Tree Closes Tonight for Mozilla 0.9.9
Tuesday February 19th, 2002
mozilla.org will begin the process to release Mozilla 0.9.9 tonight at 11:59 pm pacific by closing the tree to free checkins. Mozilla 0.9.9 is the last major milestone prior to 1.0, and includes numerous bugfixes in composer, history, and other areas. Along with this, likely new features that will be in the milestone include a new full screen window mode, set image as wallpaper, and composer publishing.
Following the tree close tonight, expect up to a week of tree closure for stability and regression fixes, then a branch to be cut some time next week. As soon as the branch is cut, the trunk will reopen for Mozilla 1.0 checkins. mozilla.org is shooting for a March 1st release date, but due to this being the last milestone before 1.0, and because there is a large amount of code that will be landed tonight prior to tree close, delays may occur.
#170 Re: Re: Re: Re: Re: Re: View-source still not fixe
Thursday February 28th, 2002 7:16 PM
You are replying to this message
"Perhaps they were using code that's IE-specific? If not, perhaps it's a bug."
Entirely possible, on both counts, but nevertheless frustrating.
"How much has the interface for, say, IE changed? Who even remembers what version of IE was out 3 years ago?"
Mozilla's prefs dialog seems rather woefully inadequate to me. Maybe this is simply IMO, but it seems to me that some sort of expansion and reorganization is in order to address Mozilla's strengths and options rather than Netscape 4's. I'm not sure what that has to do with IE at all, unless you mean to argue that Mozilla is "good enough" as-is because IE isn't substantially better (and there are those who would argue that point as well).

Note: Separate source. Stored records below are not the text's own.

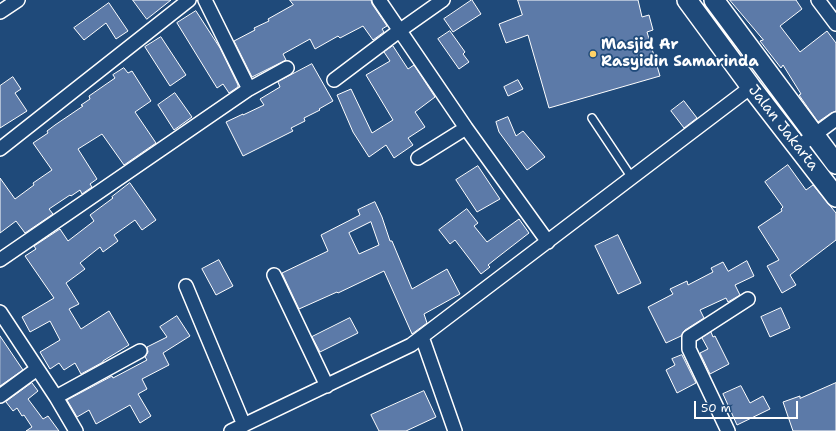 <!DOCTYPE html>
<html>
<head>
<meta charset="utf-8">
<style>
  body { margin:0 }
  #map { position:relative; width:836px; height:431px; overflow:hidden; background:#1f4a7a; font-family:"Shantell Sans",sans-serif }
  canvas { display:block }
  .scale { position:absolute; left:694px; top:401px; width:104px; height:18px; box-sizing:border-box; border:2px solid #fff; border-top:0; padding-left:5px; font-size:12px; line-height:14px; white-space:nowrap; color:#fff; -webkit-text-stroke:3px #1f4a7a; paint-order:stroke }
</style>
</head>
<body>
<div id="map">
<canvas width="836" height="431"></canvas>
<div class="scale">50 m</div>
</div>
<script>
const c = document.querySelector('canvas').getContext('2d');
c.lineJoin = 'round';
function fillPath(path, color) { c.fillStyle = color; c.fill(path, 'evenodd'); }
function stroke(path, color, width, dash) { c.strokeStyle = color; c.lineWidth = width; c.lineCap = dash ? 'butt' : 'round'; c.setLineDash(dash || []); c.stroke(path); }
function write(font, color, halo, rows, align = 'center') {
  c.font = font + ' "Shantell Sans",sans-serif'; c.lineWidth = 3.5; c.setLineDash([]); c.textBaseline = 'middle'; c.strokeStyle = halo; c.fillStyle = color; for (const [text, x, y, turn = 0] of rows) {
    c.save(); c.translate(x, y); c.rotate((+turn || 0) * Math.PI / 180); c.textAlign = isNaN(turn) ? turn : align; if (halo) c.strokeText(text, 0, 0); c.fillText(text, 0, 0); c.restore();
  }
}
const building = new Path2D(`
  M133,0H171L147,19Z
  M290,0H371L372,4L387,26L382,29L384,32L373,40L363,26L340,38L338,36L315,49L310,39L283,54L286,60L252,77L234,41L255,30L254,28L269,21L268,19L293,5Z
  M472,0L481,14L453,32L444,19Z
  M518,0H638L642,17L649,15L653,30L647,32L660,76L549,108L528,35L506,43L499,24L522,15Z
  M730,0H796L802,9L780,26L800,52L827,31L836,43V111L831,113L818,122L799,95L801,94L783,65L781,68L760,41L763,40Z
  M109,3L128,31L116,39L106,23L84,40L74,28Z
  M196,11L220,48L238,85V87L229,93L223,84L217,88L177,23Z
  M450,31L465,52L463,54L469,62L459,69L438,39Z
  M161,37L186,75L170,86L145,47Z
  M393,46L408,69L414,65L435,97L415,112L425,127L408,138L413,145L394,158L386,145L369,157L353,132L337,95L351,89L372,133L393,120L366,75L390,61L384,52Z
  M312,64L333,101L319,109L320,110L304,118L305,121L291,128L293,131L243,156L226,122L243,114V115L264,105L260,99L280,87L278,82Z
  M124,68L128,73L132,71L151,101L135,112L156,143L124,165L102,134L78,149L97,179L90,184L92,187L82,194L80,190L71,196L70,195L49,209L53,214L25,233L16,221L0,233V178L15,199L34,185L33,183L52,170L33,143L48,133L47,131L55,125L83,106L81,105L90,99L89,96L115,78L113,75Z
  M13,77L21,89L15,93L27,111L0,128V86Z
  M518,80L523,89L508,96L504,87Z
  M175,93L192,117L174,130L158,105Z
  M684,101L697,118L684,128L671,111Z
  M508,117L516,136L523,131L545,157L527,170L499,132L496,122Z
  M788,165L806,190L813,185L836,213V240L790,275L796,285L782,293L767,266L779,260L758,227L782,211L781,209L783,207L765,182Z
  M478,166L500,199L477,212L456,180Z
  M130,183L156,220L142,230L135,220L114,235L118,241L103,252L100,247L80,263L85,269L66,283L79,304L69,309L81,329L109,311L129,345L103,361V362L81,374L75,363L64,370L59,363L50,369L40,352L60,340L50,321L30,332L22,317L54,298L25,256L36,249L34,246L60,229L68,241L94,221L90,215L113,198L112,197Z
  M375,202L382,217L390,241H392L412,289L447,269L460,294L424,314L427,323L412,334L384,271L338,293L337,292L299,309L282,273L328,251L321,235L360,215L358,210ZM371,222L379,245L359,254L349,233Z
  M467,209L478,223L474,226L487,242L519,219L529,233L498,257L488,265L490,267L481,274L455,240L450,244L439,230Z
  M618,235L641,283L618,294L595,246Z
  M219,260L233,286L216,295L202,269Z
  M747,261L754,276L735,285L740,295L728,302L726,298L700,310L704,318L685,330L681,336L666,343L648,307L673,294L670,289L687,281L688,285L713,272L711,268L723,262L728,271Z
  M781,308L790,328L770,337L761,317Z
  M177,316L190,336L163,353L169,365L142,379L147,389L138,394L151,416L140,423L130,405L96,424L89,410L77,417L67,400L112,376L113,378L147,360L145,357L148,352L147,347L167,337L160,327Z
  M350,318L358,333L320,352L312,337Z
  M711,332L713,337L715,336L729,364L710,374L700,353L708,349L702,338Z
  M0,336L23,370L0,386Z
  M682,355L696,383L677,393L666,370L675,365L672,359Z
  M32,383L38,391L28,399L43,419L48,416L59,431H26L32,427L24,415L22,416L17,408L13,411L6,402Z
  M836,383V431H793L783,402L800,396V398Z
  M741,386L750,403L763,396L770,409L737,425L723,394Z
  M424,391L436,417L406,431H379L371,415Z`);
fillPath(building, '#5c7aa8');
stroke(building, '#fff', 1);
const lane = new Path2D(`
  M592,118L632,178`);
const street = new Path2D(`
  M379,0L466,128L548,242
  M818,0L836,24
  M0,12L18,0
  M334,80L399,31L443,0
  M249,89L287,68
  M798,147L836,119
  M0,149L189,0
  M418,158L466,128
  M0,260L249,89L205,0
  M274,275L327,386
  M186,286L244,425
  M0,312L56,397L76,431
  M422,337L455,431
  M0,396L37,369
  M56,397L140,351
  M231,431L411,345L751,87
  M728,431L689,349V337L748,299`);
const secondary = new Path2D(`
  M687,0L751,87L836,197
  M714,0L836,164`);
stroke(lane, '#fff', 10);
stroke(street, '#fff', 16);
stroke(secondary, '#fff', 22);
stroke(lane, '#1f4a7a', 7);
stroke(street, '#1f4a7a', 13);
stroke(secondary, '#1f4a7a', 19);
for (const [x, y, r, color] of [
  [593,54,4,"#ffd166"]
]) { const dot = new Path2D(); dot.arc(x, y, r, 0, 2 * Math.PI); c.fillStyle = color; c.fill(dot); stroke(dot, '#1f4a7a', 1.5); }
write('bold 15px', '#fff', '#1f4a7a', [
  ["Masjid Ar",601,45],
  ["Rasyidin Samarinda",601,62]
], 'left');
write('15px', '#fff', '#1f4a7a', [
  ["Jalan Jakarta",783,128,52]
]);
</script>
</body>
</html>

"I'l agree that some of the decisions on how to render pages are...odd. And I wish there was more docs on how to fix a legacy page for Mozilla."
This has nothing to do with the point I was trying to make; did you bother to read my parenthetical explanation? Mozilla's CSS *broke*. It suffered a major loss of functionality that did not exist in earlier versions of the software. I would like to know how in the bloody hell anyone is supposed to develop web pages for a browser that ignores 90% of their style information.. and the fact that Mozilla is supposed to have industry-leading CSS support makes this even more of a farce.
Even if you say this is a temporary (or fixed!) bug, I can attest to the fact that it lasted for weeks. This is not acceptable to a web developer, unless he can afford to simply wait around while the coders get Moz working again.
"I've toasted IE installs in the not-too-distant past. Moz still needs lots and lots of help, but it's coming along."
I think you've missed my point. I am talking about a piece of software that DOES NOT WORK. In fact, let me reiterate that just to sledgehammer the point home (though doubtless someone will misread it anyway):
MOZILLA DOESN'T WORK. MOZILLA DOESN'T WORK. MOZILLA DOESN'T WORK.
At least, not on my machine. This is a known bug (apparently) which, again, has gone weeks without repair as far as I can tell.
If you can build and test pages with a browser that's incapable of running whatsoever, then please allow me to congratulate you on your ascention to godhood. Meanwhile, for mere mortal men, not being able to run Mozilla at all makes it peculiarly unsuitable for development.
I'd love to code to standards, as would any sane developer. I'd like to know how Mozilla allows me to do that, though, when (a) it doesn't run at all, and (b) it would fuck over all my CSS even if it did. For all it's faults, and there are many, at least IE will render pages for me.